> Exercise
Every record must be repeated exactly; omit any pictures they contain.

[Opening Provided entries section]

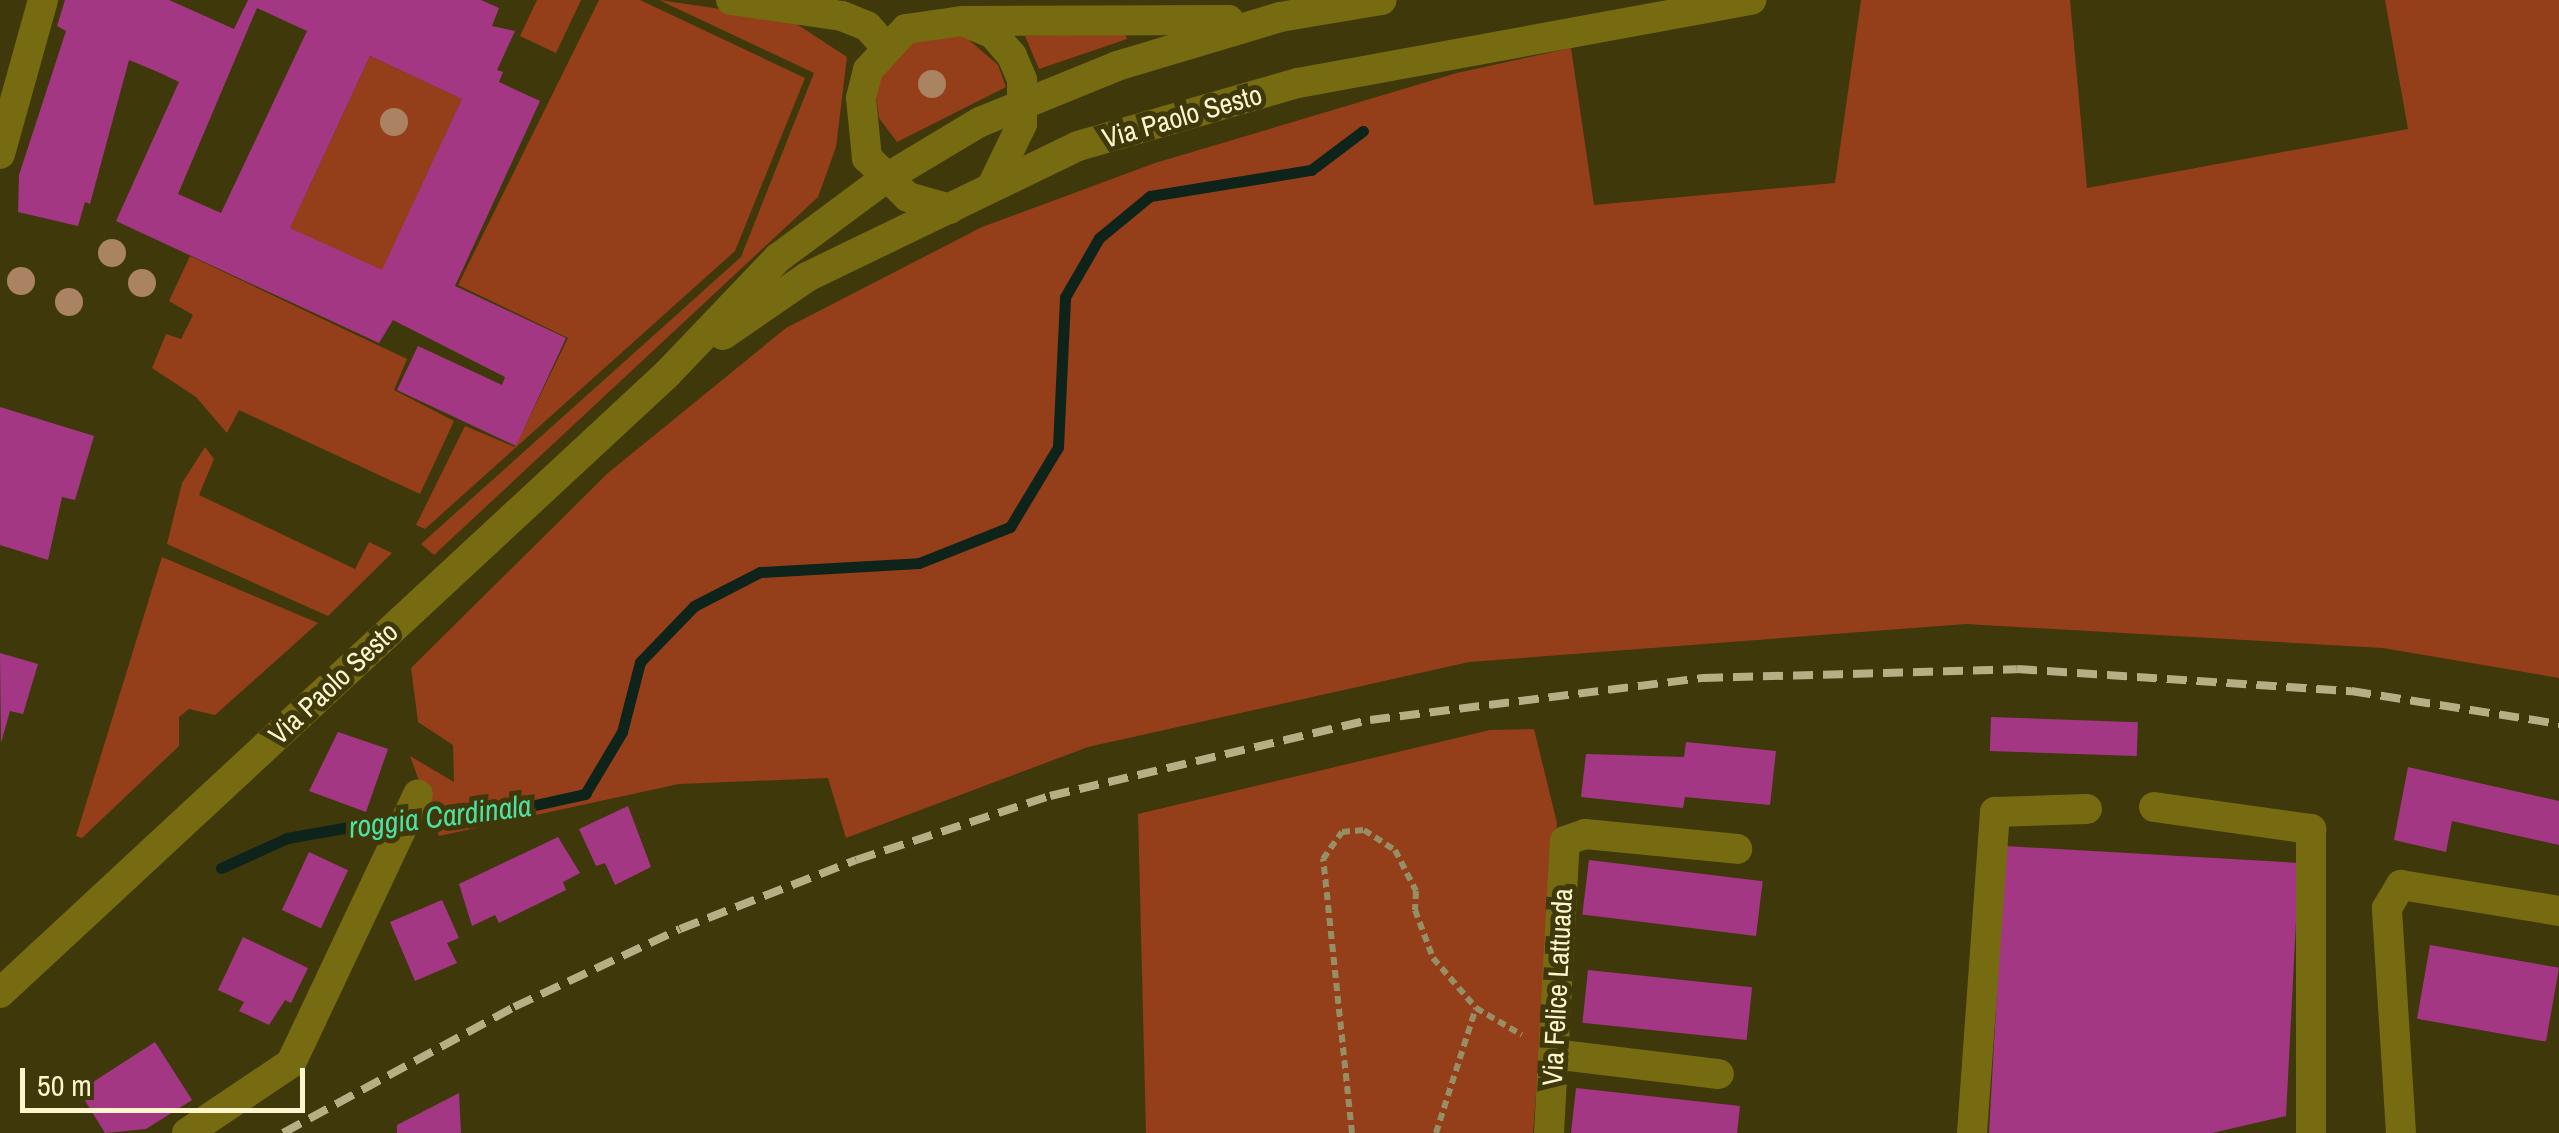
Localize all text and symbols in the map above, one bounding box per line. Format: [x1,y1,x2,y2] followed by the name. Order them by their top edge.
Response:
[1098,77,1266,155] street label: Via Paolo Sesto
[261,615,405,751] street label: Via Paolo Sesto
[347,787,533,845] water label: roggia Cardinala
[1535,887,1579,1087] street label: Via Felice Lattuada
[25,1048,310,1110] scale bar
[37,1065,92,1105] text: 50 m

[Closing Provided entries section]

> Exercise response
Localize all text and symbols in the map above, one bounding box per line. Format: [x1,y1,x2,y2] followed by the name. Order them by their top edge.
Response:
[1098,77,1266,155] street label: Via Paolo Sesto
[261,615,405,751] street label: Via Paolo Sesto
[347,787,533,845] water label: roggia Cardinala
[1535,887,1579,1087] street label: Via Felice Lattuada
[25,1048,310,1110] scale bar
[37,1065,92,1105] text: 50 m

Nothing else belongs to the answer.